To quantitate a single spectrum just select a row by clicking on its left side, and the press the quantitation button. You will see that several columns that were empty (such as q_A or q_log2Ratio) are now filled. Additionally, if you are visualising the spectrum, you will see that a red colour spectrum has appeared, superposed to the blue colour experimental spectrum. Both spectra may match better or worse depending on the spectrometre performance, level of noise, artefacts, and the fact that the identification might be correct or not. The more similar the theoretical and the experimental spectra are, the higher the assigned weight will be (which you will find in column Vs). On the other hand, if the spectrum is very bad (for example because it contains several contaminants that are mixing with the signal from the peptide), then it will be assigned a low weight, which means it will have a very low impact in the posterior statistics compared to other spectra.
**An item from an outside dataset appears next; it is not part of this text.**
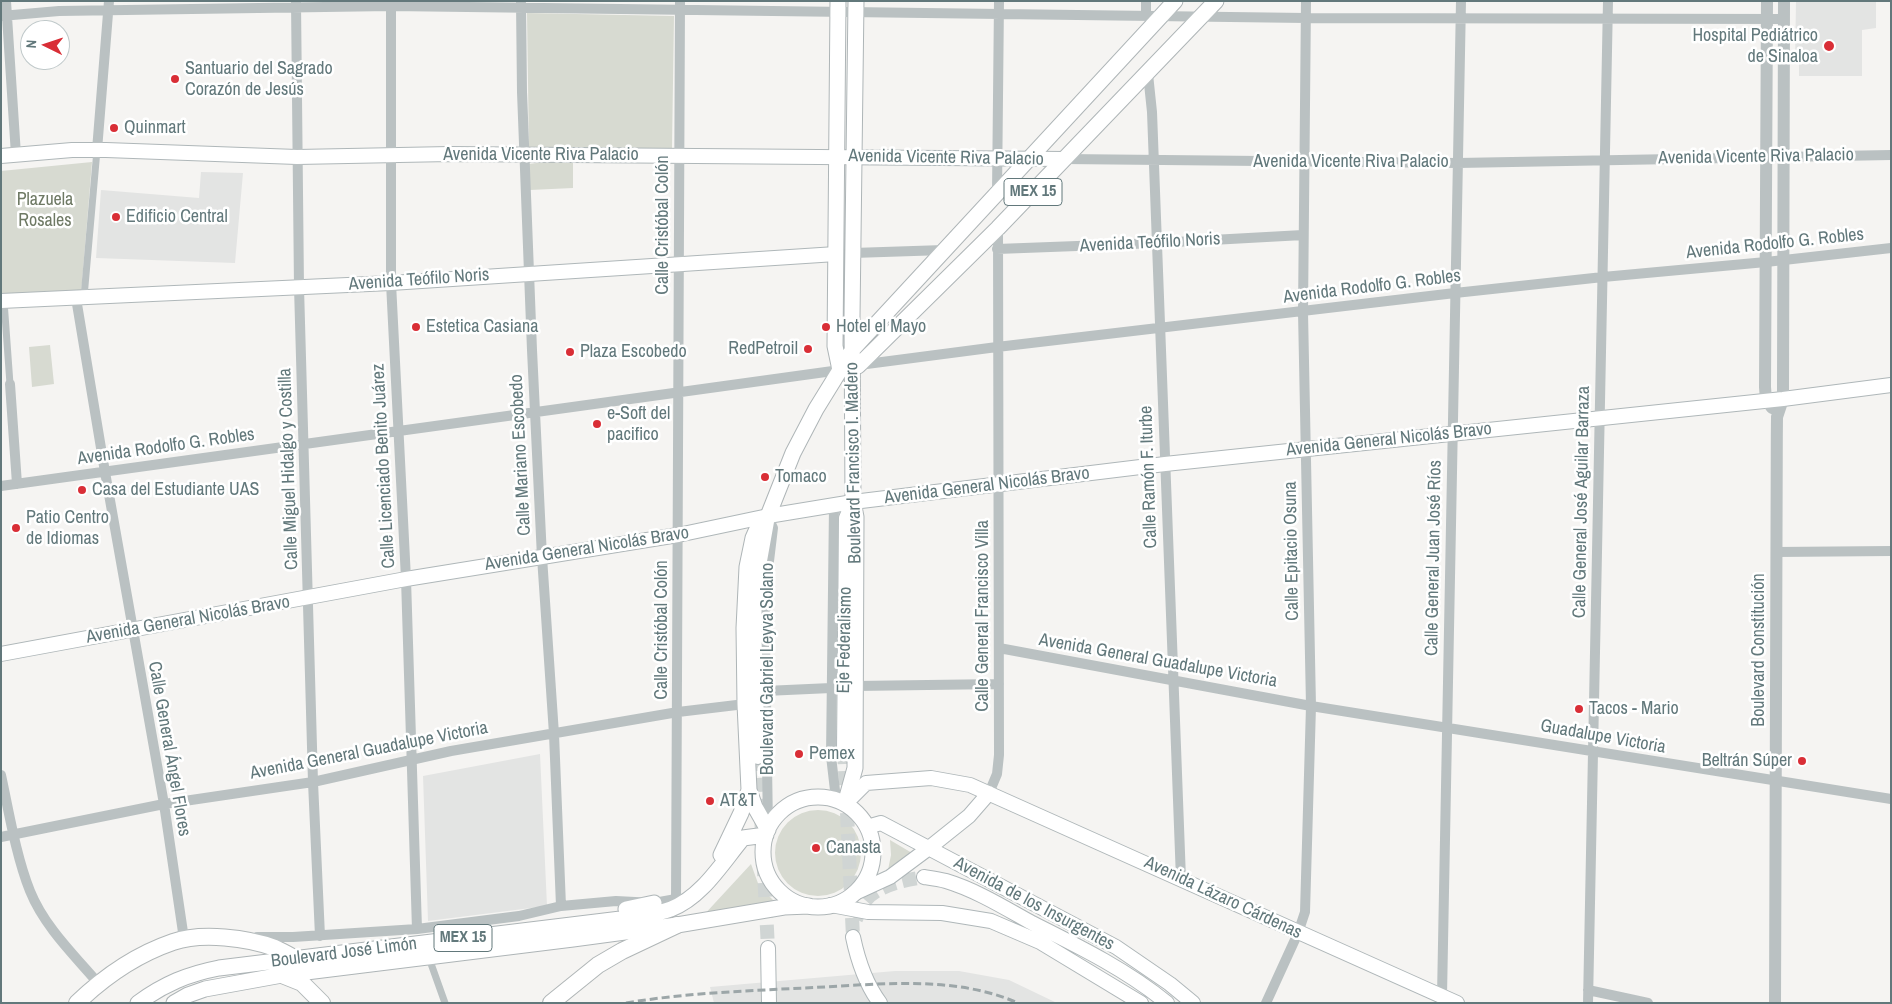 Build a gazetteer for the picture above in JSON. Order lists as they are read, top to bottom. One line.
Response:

To quantify the whole experiment, simply select all the rows (by clicking on the top-left corner of the datagrid) and press the quantitate button. Take into account that this might take between a few seconds to several hours depending on the amount of spectra and the quantitation method used.

Performing the first statistics

Introduce an initial set of statical parameters (k and variances) for the null-hypothesis model by using the change_values link. You can find a list of typical values for these parameters. Make an initial estimation of variances by pressing the var calc button. At this step you will have to tell QuiXoT which columns are going to be used as Xs and Vs (this is useful for multichannel labelling approaches such as, for instance, iTRAQ data, which contains several Xs and Vs values depending on the labels that are to be compared). Accept the newly calculated variances and perform the statistical analysis by pressing the stats button.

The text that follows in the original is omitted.